WHY DO IT: With Google, it all comes down to ads. In its eyes, the more people it can get to spend more time on the web, the more chances it has to connect those folks to advertisers.
Sure, the company hasn't been doing half bad on its own, without wide penetration in the software and OS space. But in less- developed countries, internet access still lags, and netbooks are seen as a potential cure. Additionally, there's still opportunity to increase internet usage in more- mobile European countries, and Google sees launching a free, open-source OS and apps as a way to solidify its ground in those markets.

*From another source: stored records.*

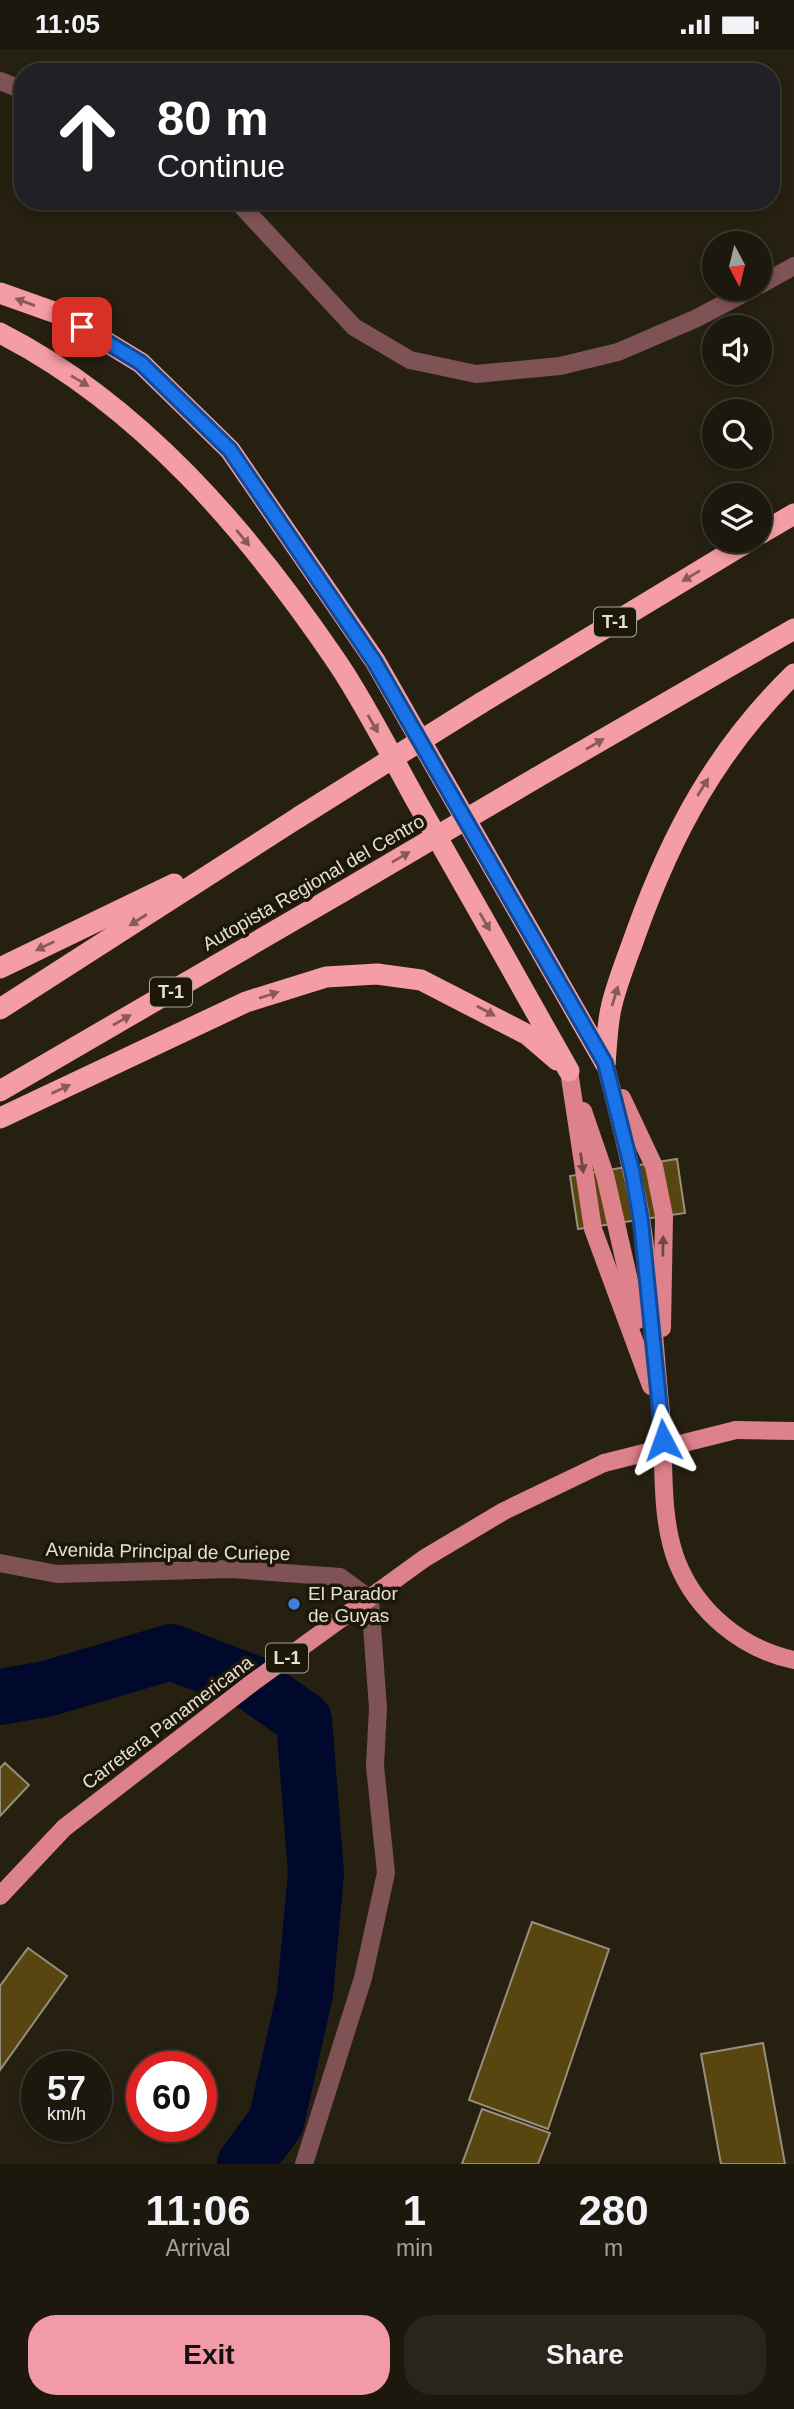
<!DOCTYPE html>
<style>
:root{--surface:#1c180d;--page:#29251b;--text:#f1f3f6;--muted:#a0a09d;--line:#3a372e;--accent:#f39aa9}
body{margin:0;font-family:Helvetica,sans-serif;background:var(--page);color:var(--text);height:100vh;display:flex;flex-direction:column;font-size:26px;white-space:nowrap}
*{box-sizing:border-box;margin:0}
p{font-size:23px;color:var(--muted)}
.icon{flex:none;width:38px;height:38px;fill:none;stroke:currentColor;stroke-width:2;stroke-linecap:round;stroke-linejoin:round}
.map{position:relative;height:2115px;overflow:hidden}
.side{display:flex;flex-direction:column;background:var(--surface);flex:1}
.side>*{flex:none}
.top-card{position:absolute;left:14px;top:14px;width:766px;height:147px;border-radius:28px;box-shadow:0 4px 10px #0003,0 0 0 2px var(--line);background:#202124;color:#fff;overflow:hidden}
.needle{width:46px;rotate:173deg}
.controls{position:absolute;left:702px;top:182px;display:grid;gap:14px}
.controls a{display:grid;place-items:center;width:70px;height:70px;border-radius:50%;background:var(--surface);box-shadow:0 4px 10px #0003,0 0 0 2px var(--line);font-size:35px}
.speed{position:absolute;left:21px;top:2002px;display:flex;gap:14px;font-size:35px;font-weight:700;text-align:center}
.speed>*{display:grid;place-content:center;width:91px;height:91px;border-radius:50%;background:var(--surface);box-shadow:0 4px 10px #0003,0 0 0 2px var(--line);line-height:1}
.speed small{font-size:18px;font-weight:400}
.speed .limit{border:10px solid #d22;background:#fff;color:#111}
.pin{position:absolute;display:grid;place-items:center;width:60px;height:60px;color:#fff;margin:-30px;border-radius:14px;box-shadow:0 4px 10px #0006}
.me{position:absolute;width:77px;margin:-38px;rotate:356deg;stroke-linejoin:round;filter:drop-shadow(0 0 5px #0008)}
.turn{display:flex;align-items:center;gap:24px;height:147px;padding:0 28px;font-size:32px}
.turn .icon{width:91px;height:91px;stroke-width:2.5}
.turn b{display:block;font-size:49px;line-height:60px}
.eta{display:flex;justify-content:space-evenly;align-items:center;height:119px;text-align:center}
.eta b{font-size:42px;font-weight:700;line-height:49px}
.action{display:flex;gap:14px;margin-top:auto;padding:14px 28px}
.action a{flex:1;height:80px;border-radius:28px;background:var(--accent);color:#111;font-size:28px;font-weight:700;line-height:80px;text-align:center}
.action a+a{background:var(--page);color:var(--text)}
.status{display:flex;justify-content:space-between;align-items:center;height:49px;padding:0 35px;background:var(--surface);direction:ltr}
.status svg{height:19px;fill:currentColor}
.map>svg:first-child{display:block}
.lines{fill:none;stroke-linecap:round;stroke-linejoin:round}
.river{stroke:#00082b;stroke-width:56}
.building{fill:#584510;stroke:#968f7d;stroke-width:2}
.minor{stroke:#7f5256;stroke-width:18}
.major{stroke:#dd818b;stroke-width:18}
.highway{stroke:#f59da5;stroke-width:21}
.major-bridge{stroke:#dd818b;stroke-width:18}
.highway-bridge{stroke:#f59da5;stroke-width:21}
.oneway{fill:#895a56}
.oneway2{fill:#734743}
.route-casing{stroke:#114b97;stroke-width:18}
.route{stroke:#1a73e8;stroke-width:12}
.shop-dot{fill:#3f7fe0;stroke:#1d1708;stroke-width:2.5}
.labels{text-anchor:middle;stroke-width:7;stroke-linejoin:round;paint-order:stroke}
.shield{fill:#1d1708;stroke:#a8a498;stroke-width:2}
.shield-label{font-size:18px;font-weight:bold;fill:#e4e0d6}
.street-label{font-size:19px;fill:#e4e0d6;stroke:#1d1708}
.poi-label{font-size:19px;fill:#e4e0d6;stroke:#1d1708;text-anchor:start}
</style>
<div class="status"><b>11:05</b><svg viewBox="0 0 49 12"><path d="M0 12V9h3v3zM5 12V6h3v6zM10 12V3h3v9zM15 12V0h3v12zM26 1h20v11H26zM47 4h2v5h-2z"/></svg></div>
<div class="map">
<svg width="794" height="2115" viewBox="0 0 794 2115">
<rect width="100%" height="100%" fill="#262011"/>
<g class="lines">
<path class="river" d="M 0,1648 L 46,1640 L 171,1603 L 252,1634 L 304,1671 L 316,1824 L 305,1945 L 276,2073 L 245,2115"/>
</g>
<g class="building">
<path d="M 677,1110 L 685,1164 L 578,1180 L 570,1127 Z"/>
<path d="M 5,1714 L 29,1736 L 0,1767 L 0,1719 Z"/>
<path d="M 532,1873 L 609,1900 L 548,2080 L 469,2051 Z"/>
<path d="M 28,1899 L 67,1927 L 0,2021 L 0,1937 Z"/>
<path d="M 763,1994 L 785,2115 L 721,2115 L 701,2005 Z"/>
<path d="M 482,2060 L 550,2084 L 538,2115 L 462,2115 Z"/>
</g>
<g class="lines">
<g class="minor">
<path d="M 0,32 L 23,41"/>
<path d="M 237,152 L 354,278 L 410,311 L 476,325 L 560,317 L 618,303 L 697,269 L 752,240"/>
<path d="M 760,236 L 794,217"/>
<path d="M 0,1514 L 57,1525 L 231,1520 L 340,1528 L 370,1550 L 378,1659 L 375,1717 L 386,1824 L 363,1929 L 304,2115"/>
</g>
<g class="major">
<path d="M 605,1014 C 618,1065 632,1117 641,1169 C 651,1230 654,1293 660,1354 C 666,1405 658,1464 677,1513 C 697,1563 742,1600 794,1611"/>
<path d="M 569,1022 L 593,1180 L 651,1337"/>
<path d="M 622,1049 L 654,1117 L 664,1167 L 662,1279"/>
<path d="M 583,1062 L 605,1126 L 638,1271"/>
<path d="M 736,1381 L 794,1382"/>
<path d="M 0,1847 L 64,1779 L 252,1634 L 425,1509 L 504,1462 L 604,1414"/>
</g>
<g class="highway">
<path d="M 0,244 L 62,266 L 141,314 L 230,401 L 375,612 L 605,1014"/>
<path d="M 0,284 C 141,356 249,483 337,613 C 370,662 396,717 426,769 C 474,853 522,938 569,1022"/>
<path d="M 760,485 L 794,465"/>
<path d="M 481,654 L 749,492"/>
<path d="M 536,729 L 794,580"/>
<path d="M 0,919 L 174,835"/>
<path d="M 0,960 L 299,768"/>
<path d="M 605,1014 C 607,995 607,974 612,955 C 618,931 628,907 636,884 C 672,784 717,700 794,625"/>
<path d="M 0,1042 L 342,843"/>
<path d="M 0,1069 L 246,953 L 326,928 L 377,925 L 421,931 L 528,986 L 557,1011"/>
</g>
<path class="major-bridge" d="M 604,1414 L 736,1381"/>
<g class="highway-bridge">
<path d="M 299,768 L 481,654"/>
<path d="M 342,843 L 536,729"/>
</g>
</g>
<defs><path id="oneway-solid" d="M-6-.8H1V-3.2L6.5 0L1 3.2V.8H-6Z" transform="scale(1.75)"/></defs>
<g class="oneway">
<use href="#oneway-solid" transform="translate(25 253) rotate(-160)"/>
<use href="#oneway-solid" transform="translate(80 332) rotate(31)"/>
<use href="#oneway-solid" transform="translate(243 489) rotate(50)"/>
<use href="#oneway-solid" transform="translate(691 527) rotate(149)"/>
<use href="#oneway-solid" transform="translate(373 675) rotate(60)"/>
<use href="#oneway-solid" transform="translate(595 695) rotate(-30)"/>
<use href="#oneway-solid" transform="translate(703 738) rotate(-58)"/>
<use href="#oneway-solid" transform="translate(401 808) rotate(-30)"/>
<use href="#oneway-solid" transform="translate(138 871) rotate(147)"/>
<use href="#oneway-solid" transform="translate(485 873) rotate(60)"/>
<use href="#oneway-solid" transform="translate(45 897) rotate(154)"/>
<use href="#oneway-solid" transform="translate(269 946) rotate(-18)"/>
<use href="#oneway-solid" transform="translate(615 947) rotate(-73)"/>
<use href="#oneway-solid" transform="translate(486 962) rotate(29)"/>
<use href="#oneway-solid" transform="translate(122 971) rotate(-30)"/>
<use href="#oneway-solid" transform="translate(61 1040) rotate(-25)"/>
</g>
<g class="oneway2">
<use href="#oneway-solid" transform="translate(582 1114) rotate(82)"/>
<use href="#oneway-solid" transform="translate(663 1197) rotate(-89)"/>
</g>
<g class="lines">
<defs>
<path id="route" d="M 82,278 L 141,314 L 230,401 L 374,612 L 605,1014 L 632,1121 L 641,1172 L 663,1391"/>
</defs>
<use href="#route" class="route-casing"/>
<use href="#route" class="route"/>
</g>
<circle class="shop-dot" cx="294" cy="1555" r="7"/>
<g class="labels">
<g class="shield">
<rect x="594" y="558.5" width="42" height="29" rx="5"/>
<rect x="150" y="928.5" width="42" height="29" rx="5"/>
<rect x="266" y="1594.5" width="42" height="29" rx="5"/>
</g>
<g class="shield-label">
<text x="615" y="579">T-1</text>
<text x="171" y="949">T-1</text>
<text x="287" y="1615">L-1</text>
</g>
<g class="street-label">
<text transform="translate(313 833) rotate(-30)" y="7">Autopista Regional del Centro</text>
<text transform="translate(168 1502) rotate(1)" y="7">Avenida Principal de Curiepe</text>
<text transform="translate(167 1673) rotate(-37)" y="7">Carretera Panamericana</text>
</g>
<g class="poi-label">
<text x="308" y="1551">El Parador<tspan x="308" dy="22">de Guyas</tspan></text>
</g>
</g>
</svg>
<div class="controls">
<a><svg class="needle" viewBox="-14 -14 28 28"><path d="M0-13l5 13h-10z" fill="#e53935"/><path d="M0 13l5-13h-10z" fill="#a0a09d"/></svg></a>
<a><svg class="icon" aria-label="sound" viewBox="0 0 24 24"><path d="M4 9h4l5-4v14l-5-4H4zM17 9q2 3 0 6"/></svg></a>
<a><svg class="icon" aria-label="search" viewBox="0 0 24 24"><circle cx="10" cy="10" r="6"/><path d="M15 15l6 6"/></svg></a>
<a><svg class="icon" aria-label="layers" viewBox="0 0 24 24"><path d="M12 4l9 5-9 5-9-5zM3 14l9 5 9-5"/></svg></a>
</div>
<div class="speed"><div>57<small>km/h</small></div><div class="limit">60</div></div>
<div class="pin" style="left:82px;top:278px;background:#d93025"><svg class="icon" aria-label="arrive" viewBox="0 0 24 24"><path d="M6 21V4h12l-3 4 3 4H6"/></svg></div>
<svg class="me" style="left:663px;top:1391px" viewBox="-20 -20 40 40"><path d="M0-17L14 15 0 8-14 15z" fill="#1a73e8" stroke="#fff" stroke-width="4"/></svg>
<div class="top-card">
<div class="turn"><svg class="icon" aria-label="ahead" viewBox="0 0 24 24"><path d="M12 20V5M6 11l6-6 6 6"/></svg><div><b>80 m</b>Continue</div></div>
</div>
</div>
<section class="side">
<div class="eta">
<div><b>11:06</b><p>Arrival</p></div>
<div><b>1</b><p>min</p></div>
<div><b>280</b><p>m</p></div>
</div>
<div class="action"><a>Exit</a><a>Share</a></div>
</section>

THE ANDROID ANGLE: Google already has a mobile operating system called Android, which works across a variety of devices -- including netbooks -- although it's best known for running on smartphones. It does seem a little odd that Google would develop an entirely new system. The company explains that Chrome OS is more for spending time on the web and for computers, from netbooks (initially) all the way up to full-size PCs. Google acknowledges potential overlap in a blog post announcing Chrome OS, but believes "choice will drive innovation for the benefit of everyone, including Google."
WHAT ANALYSTS SAY: "An OS is significantly different than a browser or a cloud e-mail client, because if it doesn't work, your PC is useless," said Paul Jackson, an analyst at Forrester. But he said Google has made it work with Android, getting hardware manufacturers on board and executing a better-than-expected launch.